What I Like About This New Approach:

1. It combines classroom and work experience.

To enroll, a student understands this is not a free lunch. While tuition is covered, they work for their education, not unlike the College of the Ozarks, where a higher education degree is provided in exchange for weekly work hours in the area the student hopes to build a career. The book learning is augmented with real-life, on-the-job training. This accelerates career readiness and preparation for adulthood.

2. It empowers workplaces, non-profits and schools to collaborate.

For too long, the education world and the corporate world have been silos, where the experience they both offer is very different. Because of this historical separation, today’s classroom does not often prepare a young person for the workplace. In this model, local businesses and NPO’s join hands, working together to prepare a teen for the world that awaits them after school.

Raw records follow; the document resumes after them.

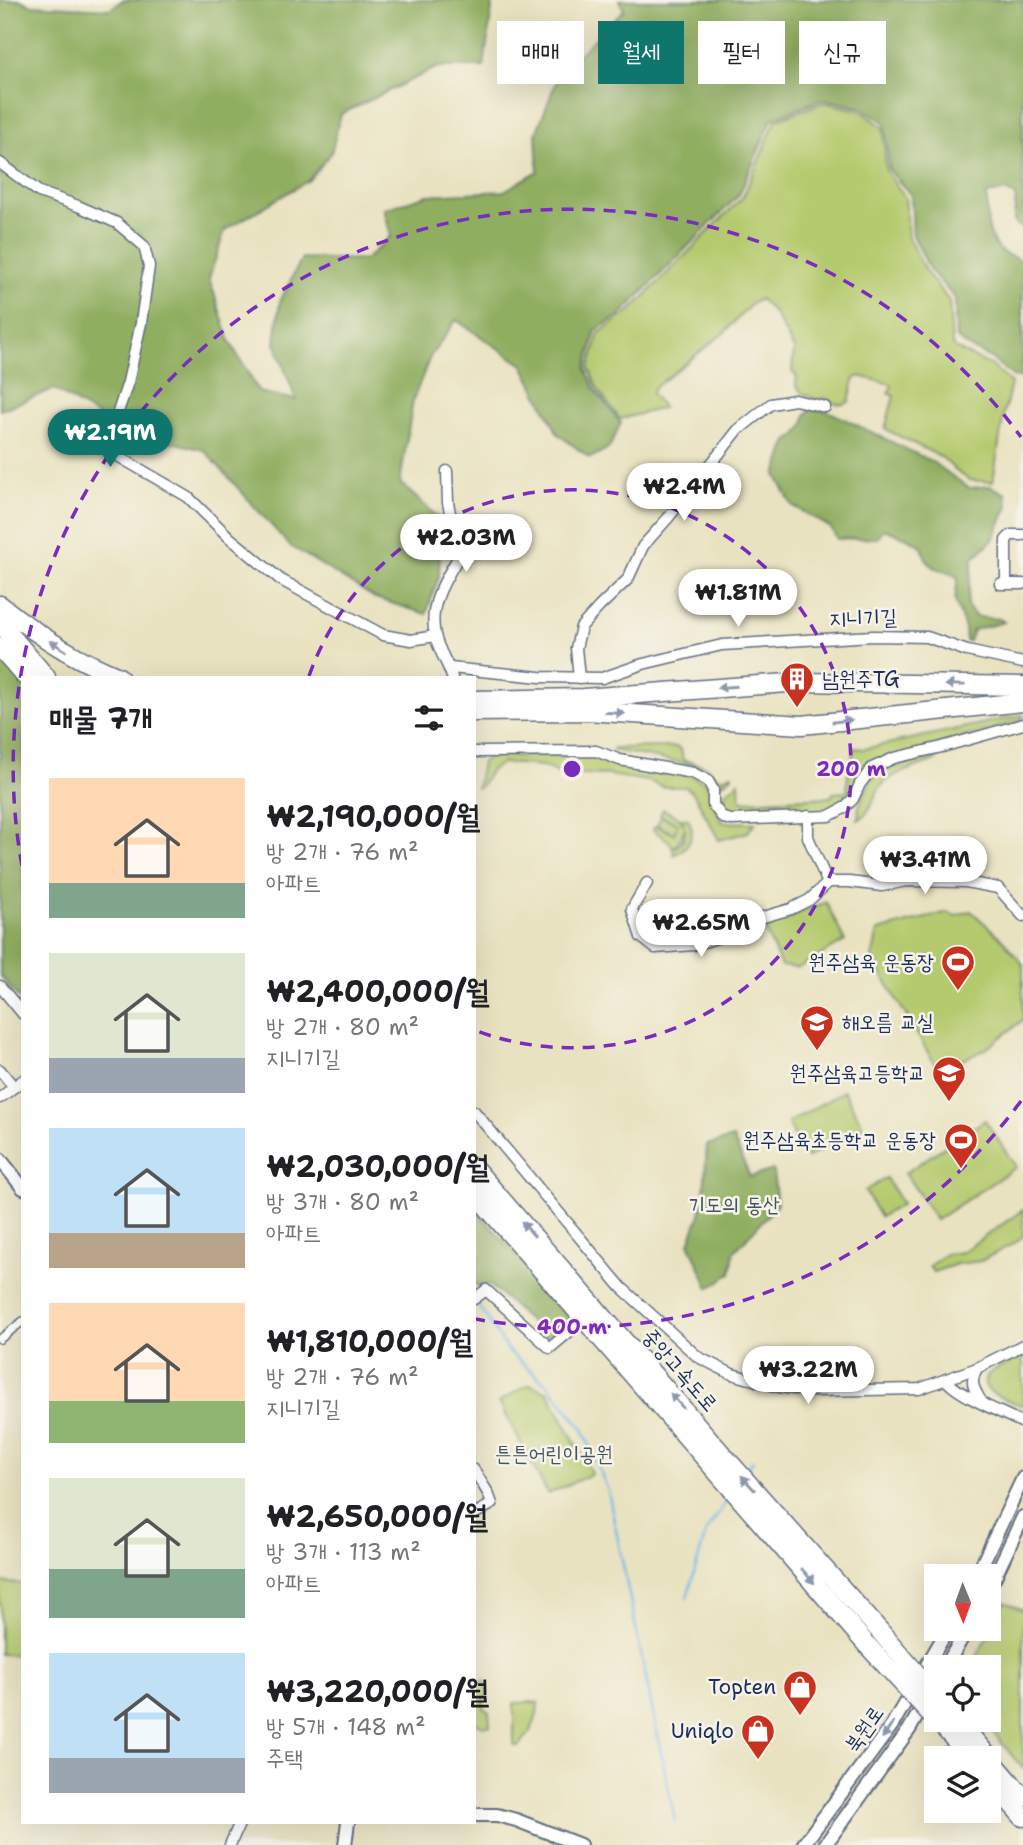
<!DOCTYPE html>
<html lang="ko">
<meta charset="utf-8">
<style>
:root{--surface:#fff;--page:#f6f6f6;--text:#202124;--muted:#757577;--accent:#0f766e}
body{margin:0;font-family:"Shantell Sans","Poor Story",sans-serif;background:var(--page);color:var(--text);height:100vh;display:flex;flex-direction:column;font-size:26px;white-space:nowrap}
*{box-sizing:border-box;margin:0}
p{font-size:23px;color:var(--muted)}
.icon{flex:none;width:38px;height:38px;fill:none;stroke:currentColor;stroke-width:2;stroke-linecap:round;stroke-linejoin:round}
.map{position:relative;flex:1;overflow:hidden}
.details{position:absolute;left:21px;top:676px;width:455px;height:1148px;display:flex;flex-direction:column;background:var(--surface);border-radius:0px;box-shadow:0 7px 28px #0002}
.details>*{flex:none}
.hud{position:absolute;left:497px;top:21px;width:420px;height:63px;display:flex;gap:14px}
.needle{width:46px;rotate:179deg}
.fabs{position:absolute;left:924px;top:1564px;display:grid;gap:14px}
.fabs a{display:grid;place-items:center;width:77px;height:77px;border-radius:0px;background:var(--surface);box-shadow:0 7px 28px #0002;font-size:35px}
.price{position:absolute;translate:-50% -60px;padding:0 16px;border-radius:24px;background:#fff;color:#222;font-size:23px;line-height:46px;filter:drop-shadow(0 2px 4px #0008)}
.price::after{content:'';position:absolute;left:50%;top:42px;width:21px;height:16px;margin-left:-10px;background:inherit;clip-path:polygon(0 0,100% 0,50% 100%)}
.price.active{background:var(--accent);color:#fff}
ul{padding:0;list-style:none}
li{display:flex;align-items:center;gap:21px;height:175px;padding:0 28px}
li span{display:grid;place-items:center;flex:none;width:196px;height:140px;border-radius:0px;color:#555}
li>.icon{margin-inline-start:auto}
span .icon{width:84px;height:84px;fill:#fffc;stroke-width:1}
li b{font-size:30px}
h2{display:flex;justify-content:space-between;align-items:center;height:84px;padding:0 28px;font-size:30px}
.tag{padding:0 24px;border-radius:0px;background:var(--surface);box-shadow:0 7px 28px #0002;font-size:24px;line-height:63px}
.tag.active{background:var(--accent);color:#fff}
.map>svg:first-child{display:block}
.green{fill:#b5ca6e;stroke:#687c66;stroke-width:2}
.forest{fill:#90ae61;stroke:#566e60;stroke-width:2}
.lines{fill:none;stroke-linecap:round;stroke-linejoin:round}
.stream{stroke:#75baeb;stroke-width:2.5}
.pedestrian-casing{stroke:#636e80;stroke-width:10}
.minor-casing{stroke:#636e80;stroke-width:13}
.tertiary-casing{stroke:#636e80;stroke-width:16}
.motorway-casing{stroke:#636e80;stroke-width:21}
.pedestrian{stroke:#fff;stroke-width:7}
.minor{stroke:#fff;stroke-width:10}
.tertiary{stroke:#fff;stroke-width:12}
.motorway{stroke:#fff;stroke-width:18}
.motorway-bridge-casing{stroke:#636e80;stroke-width:21;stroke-linecap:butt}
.motorway-bridge{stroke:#fff;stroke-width:18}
.oneway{fill:#8d97ae}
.ring{fill:none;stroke:#7b2cbf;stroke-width:3.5;stroke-dasharray:12 9}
.labels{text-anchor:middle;stroke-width:5;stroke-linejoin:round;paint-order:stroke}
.street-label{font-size:21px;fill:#1b2f5e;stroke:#f7f3e8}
.poi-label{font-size:21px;fill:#1b2f5e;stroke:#f7f3e8;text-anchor:end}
.park-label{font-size:21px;fill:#425662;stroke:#f7f3e8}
.centre{fill:#7b2cbf;stroke:#f7f3e8;stroke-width:3.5}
.ring-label{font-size:21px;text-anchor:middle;font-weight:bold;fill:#7b2cbf;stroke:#f7f3e8;stroke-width:5;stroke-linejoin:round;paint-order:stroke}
</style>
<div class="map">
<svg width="1023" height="1845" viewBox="0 0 1023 1845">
<rect width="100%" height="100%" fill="#f7f3e8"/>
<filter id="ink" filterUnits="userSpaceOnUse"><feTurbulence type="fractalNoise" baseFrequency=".0143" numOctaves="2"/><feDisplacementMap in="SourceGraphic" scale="14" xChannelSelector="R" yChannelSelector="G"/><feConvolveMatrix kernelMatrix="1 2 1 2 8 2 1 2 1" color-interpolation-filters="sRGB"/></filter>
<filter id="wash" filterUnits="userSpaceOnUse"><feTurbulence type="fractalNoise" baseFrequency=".00686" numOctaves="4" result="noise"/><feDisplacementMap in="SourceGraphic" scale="28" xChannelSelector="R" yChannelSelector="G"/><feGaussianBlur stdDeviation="1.57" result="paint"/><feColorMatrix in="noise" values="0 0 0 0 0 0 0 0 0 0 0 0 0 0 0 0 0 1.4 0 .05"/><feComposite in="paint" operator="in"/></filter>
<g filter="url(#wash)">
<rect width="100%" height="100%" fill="#e9e2c0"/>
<g class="green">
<path d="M824,102L861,111L883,127L886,171L905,197L908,238L926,272L949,301L952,344L956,349L992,366L1011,383L1003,418L993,482L969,480L955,470L943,458L885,429L894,396L888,393L892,386L891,384L859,376L854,380L849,402C841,407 832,403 825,398L819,400L803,394L796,386L797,376L792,372L794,349L775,314L760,299L752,303L725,332L653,389L652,394L663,408L620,419L597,388L589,368L599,333L630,311L743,197L776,120Z"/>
<path d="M1023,715V720L870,765C863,778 856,797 843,806C826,818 763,814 740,814L730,812L723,802L725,793L739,782L740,799L743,801L831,797L833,793L847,792L848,774L852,770L853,748L864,749Z"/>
<path d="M677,747L681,750L683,760L705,766L721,779L731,774H732V776L722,784L705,769L688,764L613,750L614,748Z"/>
<path d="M590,755L691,776L706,783L722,822L755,823L748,832L719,840L694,794L686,787H664L648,781L609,775L558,773L543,766L503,763L491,770L480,787L477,788L482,762L490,756Z"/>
<path d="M938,755V758L932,761C915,768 890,773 879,789C872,800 871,813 858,820L859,805L873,777L890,769Z"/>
<path d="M663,809L680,818L684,825L682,818L688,819C697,835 689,847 674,855L673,849C682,844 686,837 685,827C682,834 681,841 672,848L670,842L653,830L655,826L674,834L677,827L673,833L657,825L661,817L679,824L660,815Z"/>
<path d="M826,902L845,941L798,968L781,966L764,927Z"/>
<path d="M971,911L1003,940L1023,964V1020L986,1049L939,1071L872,958L878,931L948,912L955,916Z"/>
<path d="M844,1091L863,1126L807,1158L788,1123Z"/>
<path d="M985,1120L1016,1167L936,1220L905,1173Z"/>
<path d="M886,1178L902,1204L880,1217L865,1191Z"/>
<path d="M1023,1210V1236L1016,1242L981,1261L957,1264L933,1272L929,1266L946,1254L962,1252Z"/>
<path d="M1023,1357V1406C1012,1401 969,1391 991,1372C996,1368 1016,1360 1023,1357Z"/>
<path d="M529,1384L548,1392L592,1474L548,1494L499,1402Z"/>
<path d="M0,1582L23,1584V1655L0,1654Z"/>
<path d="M1005,1602L1023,1610V1769L983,1720H989V1668H971Z"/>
<path d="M485,1680L487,1695L484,1700V1708L489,1713L490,1726H484L474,1722V1684Z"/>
<path d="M538,1702C538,1720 531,1734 518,1746L514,1745V1703Z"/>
</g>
<g class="forest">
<path d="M0,0H21L30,5L110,9L123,0H493L484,67H438L341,114L331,153L309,180L225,230L209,278L230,342L259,392L296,400L275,343L280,301L302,258L365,260L391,236L384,209L428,195L504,191L538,171L536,134L559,74L624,10L619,0H1023V229L1014,222L1016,196L1005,191L987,194C987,212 985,239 1002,252C1008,256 1017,258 1023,261V377H1014L991,358L972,349L956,338L955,298L930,270L913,235L911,195L889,170L885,123L862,108L823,99L772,119L739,195L619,316L596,330L586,369L595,390L621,423L609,448L590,458L558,434L523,365L456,320L430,357L413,400L400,483L441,520L439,576L426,614L375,598L289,545L204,450L119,429L54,389L0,410Z"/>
<path d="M811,409L830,412L931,461L969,488L991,486L1006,494L1008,506L993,540L973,558L967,606L976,617L1000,619L1004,622L973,630L969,641H966L965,629L955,600L958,577C937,567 927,571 922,546L907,538L884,529L877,538L837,539L831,528L792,505L776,475L787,442L797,435L804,424L806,414Z"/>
<path d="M0,640L23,677V1003L0,976Z"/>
<path d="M733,1138L750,1177L773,1170L777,1205L734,1252L731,1273L709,1288L689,1243L700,1214L704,1192L707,1145Z"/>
<path d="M474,1207L572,1318L549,1339L491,1286L474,1285Z"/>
</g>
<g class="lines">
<g class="stream">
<path d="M478,1305L509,1352L548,1385L583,1429L608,1491L675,1821"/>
<path d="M747,1469L753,1460"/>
<path d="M687,1598L706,1532L730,1496"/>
</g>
</g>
</g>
<g filter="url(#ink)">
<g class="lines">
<g class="pedestrian-casing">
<path id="pedestrian" d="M0,1339L23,1321"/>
</g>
<g class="minor-casing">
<g id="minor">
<path d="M0,163L39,192L78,206L117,223L144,246L149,266L141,323L128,382L111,433L116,455L188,497L230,538L281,580L383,635L411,640L435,636"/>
<path d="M447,471L448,503L459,556C445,580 428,605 435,635C438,650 448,663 452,677"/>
<path d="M1000,584H1023"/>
<path d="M1006,584V540L1011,535H1023"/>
<path d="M450,668L540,677L602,678L643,664L722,645L873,636L927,637L967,651L1023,663"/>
<path d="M579,678L576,648L581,627L599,607L628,579L643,546L668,518L738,430L771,404L795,400L825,407"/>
<path d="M474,752L596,751L620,760L693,773L708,781L713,790V805L723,818L731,820L829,816L844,808L853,799L860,784L872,768L894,758L942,747L1023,724"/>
<path d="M808,816V837L826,879L829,882"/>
<path d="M647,883L632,909L641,937L655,948L694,945L723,936L753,920L791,909L809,900L829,882H849L882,886L906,881L966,882L998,888L1023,916"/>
<path d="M0,986L23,1014"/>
<path d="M0,1070L14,1087"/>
<path d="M0,1098L23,1080"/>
<path d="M474,1111L621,1287L698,1357L732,1374L779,1387L811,1391L919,1389L977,1368L1023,1345"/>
<path d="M474,1299L486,1290L550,1348L576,1326"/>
<path d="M977,1368C969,1384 974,1388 982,1403"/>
<path d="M946,1379C954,1394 1006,1414 1023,1423"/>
<path d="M474,1470L488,1493L492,1504L474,1514"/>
<path d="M230,1845L240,1822"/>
</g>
</g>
<g class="tertiary-casing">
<g id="tertiary">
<path d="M0,1159L23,1188"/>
<path d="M976,1577L1023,1478"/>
<path d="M989,1589L1023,1517"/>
<path d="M945,1668L967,1629"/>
<path d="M474,1815H497L516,1820L580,1845"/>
<path d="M345,1845L348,1822"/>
<path d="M803,1845L892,1725L948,1629"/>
<path d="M825,1845L909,1730L936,1683"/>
</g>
</g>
<g class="motorway-casing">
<g id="motorway">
<path d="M0,605C36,634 76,660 119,677"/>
<path d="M0,623L46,677"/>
<path d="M0,647L26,677"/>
<path d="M474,700L584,698L801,682L1023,686"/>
<path d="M474,712L586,711L802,725L1023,702"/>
<path d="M474,1168L721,1453L878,1629"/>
<path d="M474,1192L868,1646"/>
<path d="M937,1720L972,1759"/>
<path d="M957,1720L1023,1797"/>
<path d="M989,1778L1023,1817"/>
</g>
</g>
<use href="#pedestrian" class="pedestrian"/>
<use href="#minor" class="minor"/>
<use href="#tertiary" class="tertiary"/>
<use href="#motorway" class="motorway"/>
<g class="motorway-bridge-casing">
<g id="motorway-bridge">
<path d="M878,1629L936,1696"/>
<path d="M868,1646L936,1720"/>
</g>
</g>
<use href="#motorway-bridge" class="motorway-bridge"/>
</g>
<defs><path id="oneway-solid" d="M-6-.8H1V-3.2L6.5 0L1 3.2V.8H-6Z" transform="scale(1.75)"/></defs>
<g class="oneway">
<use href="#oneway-solid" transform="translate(58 646) rotate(-149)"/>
<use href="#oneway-solid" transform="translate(955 685) rotate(-179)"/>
<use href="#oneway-solid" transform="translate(727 687) rotate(176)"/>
<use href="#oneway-solid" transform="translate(615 713) rotate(4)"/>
<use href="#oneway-solid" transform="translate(842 721) rotate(-6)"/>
<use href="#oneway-solid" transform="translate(528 1229) rotate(-131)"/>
<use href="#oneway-solid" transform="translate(677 1401) rotate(-131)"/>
<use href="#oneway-solid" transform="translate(748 1483) rotate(-132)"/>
<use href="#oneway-solid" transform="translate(808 1576) rotate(49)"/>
<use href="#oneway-solid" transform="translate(888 1730) rotate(125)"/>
</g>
</g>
<g class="ring">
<path d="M309 676A279 279 0 1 1 474 1030"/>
<path d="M1021 1101A558 558 0 0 1 475 1319M22 866A558 558 0 0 1 1021 437"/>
</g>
<defs>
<g id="building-pin" transform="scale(1.75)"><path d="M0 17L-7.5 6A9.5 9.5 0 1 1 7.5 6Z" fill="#c8321e" stroke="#f7f3e8"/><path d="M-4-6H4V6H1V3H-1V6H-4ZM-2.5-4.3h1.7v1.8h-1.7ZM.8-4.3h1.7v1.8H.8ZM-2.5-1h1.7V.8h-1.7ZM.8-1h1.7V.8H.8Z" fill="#fff"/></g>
<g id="stadium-pin" transform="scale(1.75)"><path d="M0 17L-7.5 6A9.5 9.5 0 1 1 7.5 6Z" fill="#c8321e" stroke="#f7f3e8"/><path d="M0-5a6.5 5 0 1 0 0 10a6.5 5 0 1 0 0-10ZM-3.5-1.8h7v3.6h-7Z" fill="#fff"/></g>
<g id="school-pin" transform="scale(1.75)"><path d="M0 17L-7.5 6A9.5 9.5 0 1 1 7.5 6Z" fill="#c8321e" stroke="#f7f3e8"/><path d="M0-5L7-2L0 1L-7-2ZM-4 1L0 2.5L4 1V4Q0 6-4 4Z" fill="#fff"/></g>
<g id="shop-pin" transform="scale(1.75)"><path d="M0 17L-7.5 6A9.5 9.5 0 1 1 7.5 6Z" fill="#c8321e" stroke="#f7f3e8"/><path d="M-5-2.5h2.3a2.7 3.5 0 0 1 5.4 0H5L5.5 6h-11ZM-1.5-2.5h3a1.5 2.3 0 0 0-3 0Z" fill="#fff"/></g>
</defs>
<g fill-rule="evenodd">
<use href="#building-pin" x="797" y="679"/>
<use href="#stadium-pin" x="958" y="962"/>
<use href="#school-pin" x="817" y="1022"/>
<use href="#school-pin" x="949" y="1073"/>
<use href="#stadium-pin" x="961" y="1140"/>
<use href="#shop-pin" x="800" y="1687"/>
<use href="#shop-pin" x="758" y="1731"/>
</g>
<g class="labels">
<g class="street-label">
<text transform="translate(863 618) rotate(-2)" y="7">지니기길</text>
<text transform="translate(680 1370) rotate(49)" y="7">중앙고속도로</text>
<text transform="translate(864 1729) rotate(-55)" y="7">북원로</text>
</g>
<g class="poi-label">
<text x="822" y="686" text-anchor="start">남원주TG</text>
<text x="934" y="969">원주삼육 운동장</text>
<text x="842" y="1029" text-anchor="start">해오름 교실</text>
<text x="925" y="1080">원주삼육고등학교</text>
<text x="936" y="1147">원주삼육초등학교 운동장</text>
<text x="776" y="1694">Topten</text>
<text x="734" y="1738">Uniqlo</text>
</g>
<g class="park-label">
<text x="734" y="1212">기도의 동산</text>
<text x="554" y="1461">튼튼어린이공원</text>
</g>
</g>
<circle cx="572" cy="769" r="10" class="centre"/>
<g class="ring-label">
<text x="851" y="776">200 m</text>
<text x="572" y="1334">400 m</text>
</g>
</svg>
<div class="fabs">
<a><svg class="needle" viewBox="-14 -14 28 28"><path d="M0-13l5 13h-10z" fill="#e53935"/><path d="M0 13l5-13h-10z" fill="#757577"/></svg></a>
<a><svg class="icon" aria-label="locate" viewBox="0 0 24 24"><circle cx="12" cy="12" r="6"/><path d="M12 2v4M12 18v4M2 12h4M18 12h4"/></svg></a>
<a><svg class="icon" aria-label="layers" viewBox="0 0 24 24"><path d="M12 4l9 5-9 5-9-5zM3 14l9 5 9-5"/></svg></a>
</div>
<b class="price active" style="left:110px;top:469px">₩2.19M</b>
<b class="price" style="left:684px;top:523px">₩2.4M</b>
<b class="price" style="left:466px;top:574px">₩2.03M</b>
<b class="price" style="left:738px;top:629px">₩1.81M</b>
<b class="price" style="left:925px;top:896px">₩3.41M</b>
<b class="price" style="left:701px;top:959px">₩2.65M</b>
<b class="price" style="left:808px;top:1406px">₩3.22M</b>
<div class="hud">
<a class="tag">매매</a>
<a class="tag active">월세</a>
<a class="tag">필터</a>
<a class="tag">신규</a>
</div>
<section class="details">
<h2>매물 7개<svg class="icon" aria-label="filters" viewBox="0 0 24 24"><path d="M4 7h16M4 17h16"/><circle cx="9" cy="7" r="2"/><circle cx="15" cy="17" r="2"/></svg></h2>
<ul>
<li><span style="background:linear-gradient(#ffd9b3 75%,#7fa58c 0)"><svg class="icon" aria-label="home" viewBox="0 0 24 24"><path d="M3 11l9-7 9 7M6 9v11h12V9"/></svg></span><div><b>₩2,190,000/월</b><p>방 2개 · 76 m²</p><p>아파트</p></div></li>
<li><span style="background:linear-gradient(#dfe7d0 75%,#9aa5b1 0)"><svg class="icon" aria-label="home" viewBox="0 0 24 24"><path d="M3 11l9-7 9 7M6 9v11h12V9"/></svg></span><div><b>₩2,400,000/월</b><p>방 2개 · 80 m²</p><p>지니기길</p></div></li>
<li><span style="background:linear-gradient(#bfe0f5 75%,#b9a48a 0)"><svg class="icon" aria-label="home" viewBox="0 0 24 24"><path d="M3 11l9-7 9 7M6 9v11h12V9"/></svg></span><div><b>₩2,030,000/월</b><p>방 3개 · 80 m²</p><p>아파트</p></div></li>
<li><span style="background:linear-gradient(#ffd9b3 70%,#8fb573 0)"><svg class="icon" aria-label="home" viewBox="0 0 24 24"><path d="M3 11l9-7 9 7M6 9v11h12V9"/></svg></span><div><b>₩1,810,000/월</b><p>방 2개 · 76 m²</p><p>지니기길</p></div></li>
<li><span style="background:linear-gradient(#dfe7d0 65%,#7fa58c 0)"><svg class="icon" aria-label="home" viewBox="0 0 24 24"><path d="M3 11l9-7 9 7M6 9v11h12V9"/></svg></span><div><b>₩2,650,000/월</b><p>방 3개 · 113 m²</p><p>아파트</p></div></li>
<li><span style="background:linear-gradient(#bfe0f5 75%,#9aa5b1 0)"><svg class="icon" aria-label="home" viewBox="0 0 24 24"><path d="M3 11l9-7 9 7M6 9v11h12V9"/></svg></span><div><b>₩3,220,000/월</b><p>방 5개 · 148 m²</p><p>주택</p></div></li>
</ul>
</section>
</div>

3. It pushes the economy forward.

A 2009 report by McKinsey & Company stated that “educational gaps impose on the United States the economic equivalent of a permanent national recession.” This suggests that if the achievement gap had been narrowed, gross domestic product in 2008 would have been higher by as much as $525 billion. That’s a huge difference. When we employ teens, everyone wins: the employer, the economy and the student. This Cristo Rey Schools’ program increases economic activity and promotes community development.

4. It cultivates young leaders.

Students enrolled in a Cristo Rey High School learn to think like leaders, beginning at age 15. They are encouraged to solve problems around them on the campus and in the community. Leadership is about something far bigger than holding a position or wearing a badge. It’s about service. Graduates think this way, because they’ve had real service experiences during their high school years at work.

So, here’s my question for you:

What could you learn from this new approach? How could you implement some of these methods in your context?